Rebecca Brianne

Case Study: Crane Stationery An Old-Fashioned Product for a New Generation

MarketingStrategy

Introduction

After being in existence and family-owned for well over 200 years, Crane has been going through more changes than the company had ever seen in only the last ten years. The Berkshire-based company’s last family member left, it broke off into two separate companies and the employees bought one of them. Now, just in the last nine months after facing financial instability, they were recently acquired by Mohawk Fine Papers who will put in massive resources to help the old-fashioned company that’s been stuck in their ways to breathe new life. While Crane has spent many years as the choice in stationery for presidents and world leaders, celebrities, and luxury brands, it has been having serious trouble attracting a younger demographic for years.

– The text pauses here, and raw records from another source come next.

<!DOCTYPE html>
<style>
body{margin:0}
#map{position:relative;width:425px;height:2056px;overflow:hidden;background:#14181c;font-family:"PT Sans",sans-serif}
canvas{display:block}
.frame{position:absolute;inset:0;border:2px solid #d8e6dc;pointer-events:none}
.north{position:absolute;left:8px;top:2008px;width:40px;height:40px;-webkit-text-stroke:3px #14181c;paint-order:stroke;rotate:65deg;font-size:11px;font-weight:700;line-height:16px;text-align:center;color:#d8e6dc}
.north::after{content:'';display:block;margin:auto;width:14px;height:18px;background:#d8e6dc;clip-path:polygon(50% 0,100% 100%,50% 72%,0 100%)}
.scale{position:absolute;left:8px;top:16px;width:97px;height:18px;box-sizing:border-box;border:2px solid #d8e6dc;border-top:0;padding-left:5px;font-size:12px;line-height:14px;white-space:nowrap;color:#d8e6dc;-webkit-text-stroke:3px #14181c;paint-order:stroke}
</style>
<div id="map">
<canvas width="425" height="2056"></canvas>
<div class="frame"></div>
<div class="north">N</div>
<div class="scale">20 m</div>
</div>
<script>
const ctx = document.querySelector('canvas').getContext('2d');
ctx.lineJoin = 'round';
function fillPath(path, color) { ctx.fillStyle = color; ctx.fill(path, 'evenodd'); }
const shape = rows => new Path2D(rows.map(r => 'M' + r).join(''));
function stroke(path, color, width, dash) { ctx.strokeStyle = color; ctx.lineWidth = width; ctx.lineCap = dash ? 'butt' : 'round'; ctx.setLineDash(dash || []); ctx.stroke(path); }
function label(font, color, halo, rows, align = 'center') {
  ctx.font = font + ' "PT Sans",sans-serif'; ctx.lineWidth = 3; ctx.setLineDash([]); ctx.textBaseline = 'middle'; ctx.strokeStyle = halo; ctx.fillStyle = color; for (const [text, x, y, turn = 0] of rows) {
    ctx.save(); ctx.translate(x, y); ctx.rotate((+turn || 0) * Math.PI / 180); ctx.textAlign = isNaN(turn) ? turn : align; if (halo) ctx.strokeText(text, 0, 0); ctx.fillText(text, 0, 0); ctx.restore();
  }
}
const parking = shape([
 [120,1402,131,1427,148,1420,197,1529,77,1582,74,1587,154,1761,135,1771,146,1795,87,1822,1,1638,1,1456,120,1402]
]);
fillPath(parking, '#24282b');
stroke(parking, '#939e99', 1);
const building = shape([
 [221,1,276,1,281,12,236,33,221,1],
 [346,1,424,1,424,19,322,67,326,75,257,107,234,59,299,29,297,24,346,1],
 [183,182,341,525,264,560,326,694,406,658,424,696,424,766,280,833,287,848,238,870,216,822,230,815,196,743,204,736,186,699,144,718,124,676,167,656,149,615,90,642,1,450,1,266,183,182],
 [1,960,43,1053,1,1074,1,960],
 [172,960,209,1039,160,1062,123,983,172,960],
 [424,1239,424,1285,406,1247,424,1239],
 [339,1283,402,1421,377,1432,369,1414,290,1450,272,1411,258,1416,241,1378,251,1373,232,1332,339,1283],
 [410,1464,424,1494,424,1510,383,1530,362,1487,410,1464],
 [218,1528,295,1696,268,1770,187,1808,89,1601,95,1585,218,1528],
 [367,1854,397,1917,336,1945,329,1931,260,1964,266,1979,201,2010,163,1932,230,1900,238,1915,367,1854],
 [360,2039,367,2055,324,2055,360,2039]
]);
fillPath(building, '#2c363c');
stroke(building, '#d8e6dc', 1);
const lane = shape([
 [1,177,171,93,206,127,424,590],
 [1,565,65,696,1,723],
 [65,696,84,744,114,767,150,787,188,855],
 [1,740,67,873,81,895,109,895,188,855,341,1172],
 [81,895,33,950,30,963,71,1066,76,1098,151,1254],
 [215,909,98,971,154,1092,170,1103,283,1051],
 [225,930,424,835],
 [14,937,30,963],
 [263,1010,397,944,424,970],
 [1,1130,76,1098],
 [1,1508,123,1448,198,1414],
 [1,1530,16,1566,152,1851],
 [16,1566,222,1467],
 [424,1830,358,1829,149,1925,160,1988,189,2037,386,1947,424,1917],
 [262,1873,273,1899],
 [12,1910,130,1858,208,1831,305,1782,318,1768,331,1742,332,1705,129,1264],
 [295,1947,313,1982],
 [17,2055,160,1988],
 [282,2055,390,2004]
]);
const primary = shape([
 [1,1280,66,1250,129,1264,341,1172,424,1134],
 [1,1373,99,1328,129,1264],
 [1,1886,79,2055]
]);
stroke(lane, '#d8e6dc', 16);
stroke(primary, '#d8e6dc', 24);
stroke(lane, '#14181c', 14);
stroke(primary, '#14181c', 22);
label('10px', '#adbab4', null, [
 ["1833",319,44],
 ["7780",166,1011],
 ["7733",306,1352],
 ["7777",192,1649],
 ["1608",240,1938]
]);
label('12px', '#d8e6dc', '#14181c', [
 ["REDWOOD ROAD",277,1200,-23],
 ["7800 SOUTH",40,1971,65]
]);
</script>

In an area where weddings used to be a large part of its custom stationery business, this is a concern for the future of the company. Bart Robinson, chief revenue officer at Crane expressed frustration about Crane’s current standing, “We really think there’s a great opportunity to expand. We have a rich history, but we’ve been doing the same thing for a long, long time, and we’ve been put in a box.” Chief product officer, Paul Thorogood echoed a similar statement, “In 1801, it was a disrupter … why can’t we go back to that? Why can’t we shake off the chains that we’ve put around ourselves?” Although Crane has an incredibly strong product, its disruption should come in the form of a strong luxury marketing strategy in a place where it can no longer rest on its laurels.

Contents:

  1. Crane’s Early All-American History
    1. Early Innovation
    2. Entrance into Fine Stationery
    3. Currency Grows as Stationery Declines
    4. The Last Ten Years: Separations, Acquitions and Buyouts
  2. Brand Strategy
    1. Product Assortment
    2. Print and Production Procceses
    3. Pricing, Boxed and Custom Orders
    4. Communications & Advertising
  3. Competitive Environment
    1. Perception
  4. My Recommendations
    1. Selling Timelessness
    2. Heritage and Sustainability
    3. Digital Marketing Strategy
    4. Strategic Sales and Social Groups
    5. Predictions

Due to the confidential nature of most of my strategy work, I only include limited information such as the introduction or an overview of the project.